A química moderna está intimamente relacionada com as propriedades dos sólidos. Além de sua utilidade intrínseca para construção, os sólidos modernos tornaram possível a revolução dos semicondutores, e recentes avanços em cerâmica nos dão esperança de que podemos estar agora à beira de uma revolução dos supercondutores. Avanços em nossa compreensão da mobilidade eletrônica em sólidos também são

úteis em biologia, em que processos de transporte de elétrons são responsáveis por muitos processos bioquímicos, particularmente fotossíntese e respiração.

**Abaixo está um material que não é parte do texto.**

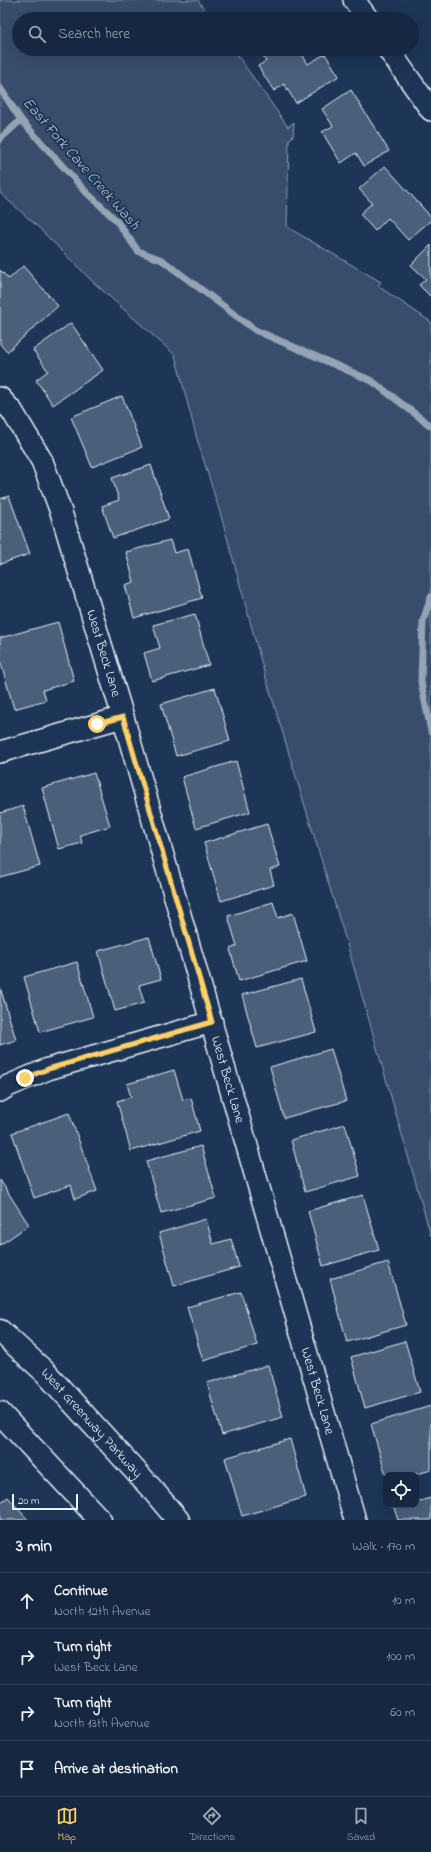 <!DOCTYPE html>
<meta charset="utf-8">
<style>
body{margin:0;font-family:"Indie Flower",sans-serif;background:#23344c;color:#f1f3f6}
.controls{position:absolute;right:12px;bottom:12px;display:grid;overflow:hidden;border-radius:8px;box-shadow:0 4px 16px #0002}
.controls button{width:36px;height:36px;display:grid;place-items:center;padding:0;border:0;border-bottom:1px solid #35445a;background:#162841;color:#f1f3f6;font:20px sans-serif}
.scale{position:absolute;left:12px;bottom:10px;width:66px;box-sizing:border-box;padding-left:4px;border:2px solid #e8f1f8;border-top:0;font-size:11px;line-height:14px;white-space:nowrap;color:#e8f1f8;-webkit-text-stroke:3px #1d3557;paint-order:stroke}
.stop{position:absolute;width:12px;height:12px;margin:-9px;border:3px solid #ffd166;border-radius:50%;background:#fff}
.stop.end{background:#ffd166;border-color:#fff;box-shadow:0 1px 4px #0008}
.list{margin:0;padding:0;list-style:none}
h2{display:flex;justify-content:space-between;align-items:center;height:52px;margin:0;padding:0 16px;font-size:17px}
h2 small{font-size:13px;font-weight:400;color:#9ea6b1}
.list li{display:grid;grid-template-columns:26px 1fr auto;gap:12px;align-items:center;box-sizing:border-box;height:56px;padding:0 16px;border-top:1px solid #35445a}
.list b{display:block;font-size:15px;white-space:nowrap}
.list p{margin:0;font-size:13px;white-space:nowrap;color:#9ea6b1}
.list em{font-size:13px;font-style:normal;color:#9ea6b1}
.icon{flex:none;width:22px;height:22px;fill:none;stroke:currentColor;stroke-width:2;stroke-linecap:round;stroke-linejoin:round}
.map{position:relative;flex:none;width:431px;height:1520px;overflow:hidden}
.search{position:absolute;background:#162841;box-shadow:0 4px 16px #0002;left:12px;right:12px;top:12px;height:44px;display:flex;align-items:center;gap:10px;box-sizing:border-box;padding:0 14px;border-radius:22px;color:#9ea6b1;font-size:15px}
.sheet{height:276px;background:#162841}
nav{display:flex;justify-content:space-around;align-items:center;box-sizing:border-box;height:56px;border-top:1px solid #35445a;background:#162841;font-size:11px;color:#9ea6b1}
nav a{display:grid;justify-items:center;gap:2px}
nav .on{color:#ffd166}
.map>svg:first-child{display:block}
.green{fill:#374d6c;stroke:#909fb2}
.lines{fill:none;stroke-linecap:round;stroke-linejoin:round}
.stream{stroke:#95a4b5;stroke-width:7}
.building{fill:#495e7a;stroke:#e8f1f8}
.minor-casing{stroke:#e8f1f8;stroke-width:24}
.major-casing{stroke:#e8f1f8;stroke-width:25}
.minor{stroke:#1d3557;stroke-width:21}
.major{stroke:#1d3557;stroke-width:22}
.route{stroke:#ffd166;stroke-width:5}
.labels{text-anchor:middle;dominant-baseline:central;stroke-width:4;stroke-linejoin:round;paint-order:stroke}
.street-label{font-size:14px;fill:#e8f1f8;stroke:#1d3557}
.water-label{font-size:15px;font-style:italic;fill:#b7c4d1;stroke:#1d3557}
</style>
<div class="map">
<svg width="431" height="1520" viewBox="0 0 431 1520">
<rect width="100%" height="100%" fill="#1d3557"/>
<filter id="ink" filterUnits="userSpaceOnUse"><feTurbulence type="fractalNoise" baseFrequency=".025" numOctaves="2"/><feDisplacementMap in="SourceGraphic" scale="8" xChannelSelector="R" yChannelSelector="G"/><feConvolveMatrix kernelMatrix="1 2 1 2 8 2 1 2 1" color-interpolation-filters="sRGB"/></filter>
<g filter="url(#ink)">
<!-- green -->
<path class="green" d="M 0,0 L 198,0 L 211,19 L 19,19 L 19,49 L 233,49 L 288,127 L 294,122 L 293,136 L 289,140 L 287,227 L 381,282 L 378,286 L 431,322 L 431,1236 L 350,954 L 262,665 L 222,519 L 197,439 L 175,355 L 92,281 L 36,225 L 0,193 Z"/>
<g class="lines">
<!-- stream -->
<g class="stream">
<path d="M 0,88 L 21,120 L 87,193 L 116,220 L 138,251 L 162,260 L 255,330 L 372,381 L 431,426"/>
<path d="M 0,139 L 21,120"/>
<path d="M 431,597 L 423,621 L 421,682 L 431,731"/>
</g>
</g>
<!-- building -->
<g class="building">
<path d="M 259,49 L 299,49 L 308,64 L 325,54 L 339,76 L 296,103 L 284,84 L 274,91 L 258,66 L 266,61 Z"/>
<path d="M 351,90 L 389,151 L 364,166 L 356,153 L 341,163 L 322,132 L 333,126 L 322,109 Z"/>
<path d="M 385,166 L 431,217 L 431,220 L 408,240 L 388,218 L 375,231 L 360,214 L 372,203 L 359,189 Z"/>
<path d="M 431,245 L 431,297 L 419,285 L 426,279 L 411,265 Z"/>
<path d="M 23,266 L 58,306 L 7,352 L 0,344 L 0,270 L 9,279 Z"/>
<path d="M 71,323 L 103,370 L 53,405 L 36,380 L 48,371 L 33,350 Z"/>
<path d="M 122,396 L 142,447 L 92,467 L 71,417 Z"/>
<path d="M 151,465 L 169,519 L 113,538 L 102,506 L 119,500 L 112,478 Z"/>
<path d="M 9,496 L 30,554 L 0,564 L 0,499 Z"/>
<path d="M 170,540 L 174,553 L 188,549 L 202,598 L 134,618 L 125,585 L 134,582 L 126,552 Z"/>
<path d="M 195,614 L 209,665 L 152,681 L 144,653 L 160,648 L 153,625 Z"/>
<path d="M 58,622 L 74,681 L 43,690 L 46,700 L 14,709 L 0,660 L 0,638 Z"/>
<path d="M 215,688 L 230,741 L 176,756 L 161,704 Z"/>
<path d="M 236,761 L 250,812 L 196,828 L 182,777 Z"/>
<path d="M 94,773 L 110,826 L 80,835 L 82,843 L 59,849 L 42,788 Z"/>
<path d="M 23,806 L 40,866 L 0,877 L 0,813 Z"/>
<path d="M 267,824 L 280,867 L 270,870 L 274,885 L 221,901 L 204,843 Z"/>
<path d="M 273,902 L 278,918 L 293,913 L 307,961 L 239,981 L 230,949 L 237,946 L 228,916 Z"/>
<path d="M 149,937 L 161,979 L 139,985 L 144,1003 L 115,1011 L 98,951 Z"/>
<path d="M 77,962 L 93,1017 L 40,1032 L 24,977 Z"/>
<path d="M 301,979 L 316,1032 L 257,1048 L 242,995 Z"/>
<path d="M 0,987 L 16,1040 L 0,1045 Z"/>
<path d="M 331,1049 L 346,1101 L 284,1118 L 270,1067 Z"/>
<path d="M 174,1070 L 183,1100 L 191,1098 L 200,1131 L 131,1151 L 117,1101 L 131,1097 L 127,1084 Z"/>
<path d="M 69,1113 L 97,1191 L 75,1199 L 71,1185 L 34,1198 L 12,1133 Z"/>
<path d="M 345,1124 L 360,1176 L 305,1192 L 291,1140 Z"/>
<path d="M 201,1146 L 216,1198 L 161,1213 L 146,1161 Z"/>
<path d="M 0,1180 L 29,1225 L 0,1245 Z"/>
<path d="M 363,1195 L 379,1250 L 323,1266 L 308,1211 Z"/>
<path d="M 206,1219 L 213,1244 L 231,1239 L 239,1267 L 174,1286 L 159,1233 Z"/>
<path d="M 388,1262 L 406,1325 L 347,1342 L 330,1279 Z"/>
<path d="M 241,1292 L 257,1345 L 203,1361 L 187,1307 Z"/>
<path d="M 405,1341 L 420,1392 L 365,1408 L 351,1357 Z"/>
<path d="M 268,1365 L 283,1417 L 222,1435 L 207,1383 Z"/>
<path d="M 431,1406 L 431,1470 L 413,1475 L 386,1475 L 371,1424 Z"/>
<path d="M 290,1439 L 306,1497 L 242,1516 L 225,1458 Z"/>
<path d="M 8,1497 L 28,1520 L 0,1520 L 0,1503 Z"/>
<path d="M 431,1498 L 431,1520 L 398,1520 L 394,1508 L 404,1505 L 416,1505 L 416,1502 Z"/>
</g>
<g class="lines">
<!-- minor casing -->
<g class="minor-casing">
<g id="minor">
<path d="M 354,0 L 368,19"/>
<path d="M 388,49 L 431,110"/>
<path id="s1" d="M 0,398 L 12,411 L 42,461 L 61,512 L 123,717 L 355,1520"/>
<path d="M 0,752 L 123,717"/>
<path d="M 0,1091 L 8,1086 L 48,1069 L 212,1022"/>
</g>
</g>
<!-- major casing -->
<g class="major-casing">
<g id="major">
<path id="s2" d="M 0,1331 L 45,1372 L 151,1488 L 178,1520"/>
<path d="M 0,1413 L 100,1520"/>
</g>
</g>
<!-- minor -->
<use href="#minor" class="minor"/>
<!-- major -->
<use href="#major" class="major"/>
</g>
</g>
<g class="lines" filter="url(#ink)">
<!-- route -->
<path class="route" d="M 25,1078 L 48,1069 L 212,1022 L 123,717 L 97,724"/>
</g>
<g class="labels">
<!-- street labels -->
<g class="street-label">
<text stroke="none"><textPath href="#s1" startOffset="278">West Beck Lane</textPath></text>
<text stroke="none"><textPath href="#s1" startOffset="722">West Beck Lane</textPath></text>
<text stroke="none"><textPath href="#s1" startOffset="1046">West Beck Lane</textPath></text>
<text stroke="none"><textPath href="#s2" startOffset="130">West Greenway Parkway</textPath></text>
</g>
<!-- water labels -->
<g class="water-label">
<text transform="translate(81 164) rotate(49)">East Fork Cave Creek Wash</text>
</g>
</g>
</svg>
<div class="controls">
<button><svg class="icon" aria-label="locate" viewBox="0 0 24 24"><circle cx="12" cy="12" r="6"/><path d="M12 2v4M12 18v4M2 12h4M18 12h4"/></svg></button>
</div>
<div class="scale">20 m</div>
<div class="stop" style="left:97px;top:724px"></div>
<div class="stop end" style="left:25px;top:1078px"></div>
<div class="search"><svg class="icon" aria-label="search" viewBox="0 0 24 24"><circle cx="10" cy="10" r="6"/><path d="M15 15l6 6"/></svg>Search here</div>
</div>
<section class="sheet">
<h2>3 min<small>Walk · 170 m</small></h2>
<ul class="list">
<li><svg class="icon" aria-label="ahead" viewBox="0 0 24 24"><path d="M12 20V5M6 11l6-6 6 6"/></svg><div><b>Continue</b><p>North 12th Avenue</p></div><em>10 m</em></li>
<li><svg class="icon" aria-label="right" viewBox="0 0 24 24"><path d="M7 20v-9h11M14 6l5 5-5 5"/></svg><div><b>Turn right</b><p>West Beck Lane</p></div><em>100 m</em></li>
<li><svg class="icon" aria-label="right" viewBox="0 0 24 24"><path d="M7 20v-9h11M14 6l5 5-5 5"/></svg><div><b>Turn right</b><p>North 13th Avenue</p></div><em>60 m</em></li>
<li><svg class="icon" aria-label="arrive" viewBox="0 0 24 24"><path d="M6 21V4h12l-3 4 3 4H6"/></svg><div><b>Arrive at destination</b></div></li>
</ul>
</section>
<nav>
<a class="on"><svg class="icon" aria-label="map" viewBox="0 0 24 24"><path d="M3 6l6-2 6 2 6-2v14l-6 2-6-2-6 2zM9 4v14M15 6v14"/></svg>Map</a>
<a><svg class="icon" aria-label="directions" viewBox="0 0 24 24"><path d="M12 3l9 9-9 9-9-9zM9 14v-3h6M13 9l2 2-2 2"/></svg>Directions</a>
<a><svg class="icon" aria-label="saved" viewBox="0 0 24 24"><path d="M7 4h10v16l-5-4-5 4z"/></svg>Saved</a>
</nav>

A técnica principal para investigar os arranjos de átomos em fases condensadas, principalmente em sólidos cristalinos,

é a difração de raios X, mas a ressonância magnética nuclear

(RMN, Capítulo 21) está agora dando também uma contribuição significativa. A informação proveniente da difração de raios X e da ressonância magnética nuclear é base para grande parte da biologia molecular, assim o material apresentado aqui é a base para nossa discussão de estruturas de biomoléculas apresentada no Capítulo 16. Em cada caso, a estrutura cristalina observada é a solução que a natureza propôs ao problema de condensar objetos de várias formas em um agregado de energia mínima e, para temperaturas acima de zero, de energia de Gibbs mínima.